In one notable disparity in May, police intervened at an anti-lockdown protest at Hyde Park’s Speakers’ Corner –hallowed ground for British free speech — arresting activists, but the next day intervened little when BLM and Antifa flooded the capital, despite lockdown measures banning mass gatherings.
In June, the Metropolitan Police said that while it acknowledged BLM protests were illegal and posed a health risk, its officers would not be enforcing the law and shutting them down for fear of “serious disorder” and violence.
Met Police Commissioner Cressida Dick said: “Judgments, have been made, that people are out in such numbers, feeling so strongly, and are refusing to disperse when asked, that the officers have formed the view that if they were to try at that stage, with those sorts of numbers, to enforce en masse, we probably would have ended up with very serious disorder and a bad situation, a difficult situation, a challenging situation for everybody, turning into a violent situation.”
In a recent episode of disturbing London lockdown policing, riot police were caught on camera by Breitbart London’s Kurt Zindulka questioning London politician David Kurten for the second time, demanding he identify himself while talking to press during an anti-lockdown demonstration.
“I’ve been asked for my name, as if I were a criminal, just for doing an interview with you in London. This is the beginning of fascism,” Mr Kurten said after he was quizzed by police.
“There’s clear bias,” Mr Kurten said. “We’re against the lockdown. But Black Lives Matter protests… are allowed to go ahead… but they are coming and specifically targeting people who are just talking because they think we’re against the lockdown, and we might have opinions that may not be acceptable to those in Westminster.”
‘This is what a police state looks like’
Former Supreme Court judge Lord Sumption is one of the most senior figures in British law to voice concern over government overreach following the passing of emergency coronavirus legislation, and the expanded powers of forces, calling it a “police state”.

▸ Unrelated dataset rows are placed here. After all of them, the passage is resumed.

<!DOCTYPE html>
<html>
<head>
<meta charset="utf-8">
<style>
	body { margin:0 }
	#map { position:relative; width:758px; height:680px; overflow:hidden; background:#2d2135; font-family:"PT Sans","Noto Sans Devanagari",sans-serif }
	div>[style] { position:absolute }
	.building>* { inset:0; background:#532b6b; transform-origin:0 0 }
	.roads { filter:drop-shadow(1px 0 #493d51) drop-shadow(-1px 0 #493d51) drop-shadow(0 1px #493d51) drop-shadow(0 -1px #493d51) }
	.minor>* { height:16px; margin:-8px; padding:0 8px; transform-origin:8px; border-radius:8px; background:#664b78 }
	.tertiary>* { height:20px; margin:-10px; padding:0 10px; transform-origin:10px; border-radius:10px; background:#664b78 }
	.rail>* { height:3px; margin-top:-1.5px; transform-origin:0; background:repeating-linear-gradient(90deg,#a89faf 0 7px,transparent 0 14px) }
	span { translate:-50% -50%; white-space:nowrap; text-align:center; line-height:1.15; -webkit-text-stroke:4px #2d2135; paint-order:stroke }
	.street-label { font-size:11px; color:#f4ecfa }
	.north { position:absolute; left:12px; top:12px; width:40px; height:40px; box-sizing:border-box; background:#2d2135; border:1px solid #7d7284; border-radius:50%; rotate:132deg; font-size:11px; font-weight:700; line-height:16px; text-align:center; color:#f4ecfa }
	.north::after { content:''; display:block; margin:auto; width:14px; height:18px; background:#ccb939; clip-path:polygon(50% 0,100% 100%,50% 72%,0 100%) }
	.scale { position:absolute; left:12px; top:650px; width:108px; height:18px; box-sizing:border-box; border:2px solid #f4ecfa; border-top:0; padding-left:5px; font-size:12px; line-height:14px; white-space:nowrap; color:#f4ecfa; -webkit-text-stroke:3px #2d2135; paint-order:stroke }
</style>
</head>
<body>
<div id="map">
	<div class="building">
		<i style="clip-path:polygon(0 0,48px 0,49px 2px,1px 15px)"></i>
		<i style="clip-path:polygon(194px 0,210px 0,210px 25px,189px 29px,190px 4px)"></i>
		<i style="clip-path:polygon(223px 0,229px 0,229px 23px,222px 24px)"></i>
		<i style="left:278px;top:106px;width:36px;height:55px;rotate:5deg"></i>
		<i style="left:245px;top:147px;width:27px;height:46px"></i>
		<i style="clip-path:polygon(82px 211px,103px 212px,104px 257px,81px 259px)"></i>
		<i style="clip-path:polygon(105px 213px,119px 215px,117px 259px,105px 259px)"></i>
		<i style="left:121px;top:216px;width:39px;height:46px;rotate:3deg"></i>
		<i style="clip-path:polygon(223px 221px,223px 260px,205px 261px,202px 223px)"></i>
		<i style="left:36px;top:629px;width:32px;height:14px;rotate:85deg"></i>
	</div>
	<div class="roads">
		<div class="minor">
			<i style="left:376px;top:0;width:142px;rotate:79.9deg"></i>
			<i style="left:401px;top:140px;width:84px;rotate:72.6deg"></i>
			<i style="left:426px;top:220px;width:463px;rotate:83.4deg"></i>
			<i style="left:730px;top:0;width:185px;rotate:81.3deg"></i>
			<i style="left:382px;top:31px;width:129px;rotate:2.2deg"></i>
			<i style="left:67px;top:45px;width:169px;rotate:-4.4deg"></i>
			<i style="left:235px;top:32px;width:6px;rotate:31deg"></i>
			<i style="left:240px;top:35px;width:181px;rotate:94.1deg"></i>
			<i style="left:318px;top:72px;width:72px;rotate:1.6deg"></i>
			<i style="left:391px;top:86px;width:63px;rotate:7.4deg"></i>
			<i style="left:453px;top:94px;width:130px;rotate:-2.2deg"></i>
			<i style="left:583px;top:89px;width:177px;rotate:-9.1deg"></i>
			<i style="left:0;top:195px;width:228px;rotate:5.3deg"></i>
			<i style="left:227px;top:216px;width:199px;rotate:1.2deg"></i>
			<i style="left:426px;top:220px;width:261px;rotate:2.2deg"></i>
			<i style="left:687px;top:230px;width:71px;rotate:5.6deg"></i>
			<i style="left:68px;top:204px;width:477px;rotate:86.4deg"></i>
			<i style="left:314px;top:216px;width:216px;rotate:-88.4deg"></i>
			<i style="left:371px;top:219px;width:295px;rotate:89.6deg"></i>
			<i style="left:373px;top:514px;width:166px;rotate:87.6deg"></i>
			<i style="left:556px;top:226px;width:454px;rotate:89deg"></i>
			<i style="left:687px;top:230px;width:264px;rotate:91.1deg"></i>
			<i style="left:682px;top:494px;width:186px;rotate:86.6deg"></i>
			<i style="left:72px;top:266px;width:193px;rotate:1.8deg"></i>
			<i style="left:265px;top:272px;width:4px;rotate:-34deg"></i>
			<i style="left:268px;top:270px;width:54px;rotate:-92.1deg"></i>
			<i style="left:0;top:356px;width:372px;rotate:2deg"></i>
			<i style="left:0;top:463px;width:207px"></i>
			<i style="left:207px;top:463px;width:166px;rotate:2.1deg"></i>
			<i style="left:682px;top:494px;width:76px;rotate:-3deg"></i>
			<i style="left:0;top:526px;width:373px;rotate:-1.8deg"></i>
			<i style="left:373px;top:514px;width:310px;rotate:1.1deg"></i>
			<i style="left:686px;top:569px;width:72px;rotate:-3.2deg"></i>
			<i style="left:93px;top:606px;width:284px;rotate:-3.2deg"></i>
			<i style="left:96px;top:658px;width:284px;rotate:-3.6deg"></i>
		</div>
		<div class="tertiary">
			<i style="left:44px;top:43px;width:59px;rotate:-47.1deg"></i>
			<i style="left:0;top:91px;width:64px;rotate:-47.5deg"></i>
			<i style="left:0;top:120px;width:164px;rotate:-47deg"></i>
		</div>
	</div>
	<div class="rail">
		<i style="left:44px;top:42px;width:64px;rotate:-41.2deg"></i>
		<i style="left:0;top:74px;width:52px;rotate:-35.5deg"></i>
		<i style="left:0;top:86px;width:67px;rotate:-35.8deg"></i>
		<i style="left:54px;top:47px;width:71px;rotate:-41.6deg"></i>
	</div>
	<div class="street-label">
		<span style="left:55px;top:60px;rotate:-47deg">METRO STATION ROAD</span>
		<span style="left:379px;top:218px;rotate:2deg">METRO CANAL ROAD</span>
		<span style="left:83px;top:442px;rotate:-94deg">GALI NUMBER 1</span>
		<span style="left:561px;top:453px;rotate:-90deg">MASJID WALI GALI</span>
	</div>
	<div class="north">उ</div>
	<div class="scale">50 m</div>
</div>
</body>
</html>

Speaking in March, the senior judge — still a member of the Supreme Court’s Supplementary Panel — said of the petty abuses of power exercised by those like Derbyshire Police: “This is what a police state is like — it is a state in which the government can issue orders or express preferences with no legal authority, and the police enforce minister’s wishes.”
However, he warned the people of Britain have their part to play in not surrendering their freedoms so readily.
“The real problem is when human societies lose their freedom, it’s not usually because tyrants have taken it away, it’s usually because people willingly surrender their freedom in return for protection from some external threat.
“And the threat is usually a real threat, but usually exaggerated and that is what I fear we are seeing now… We have to recognise that this is how societies become despotisms,” he said.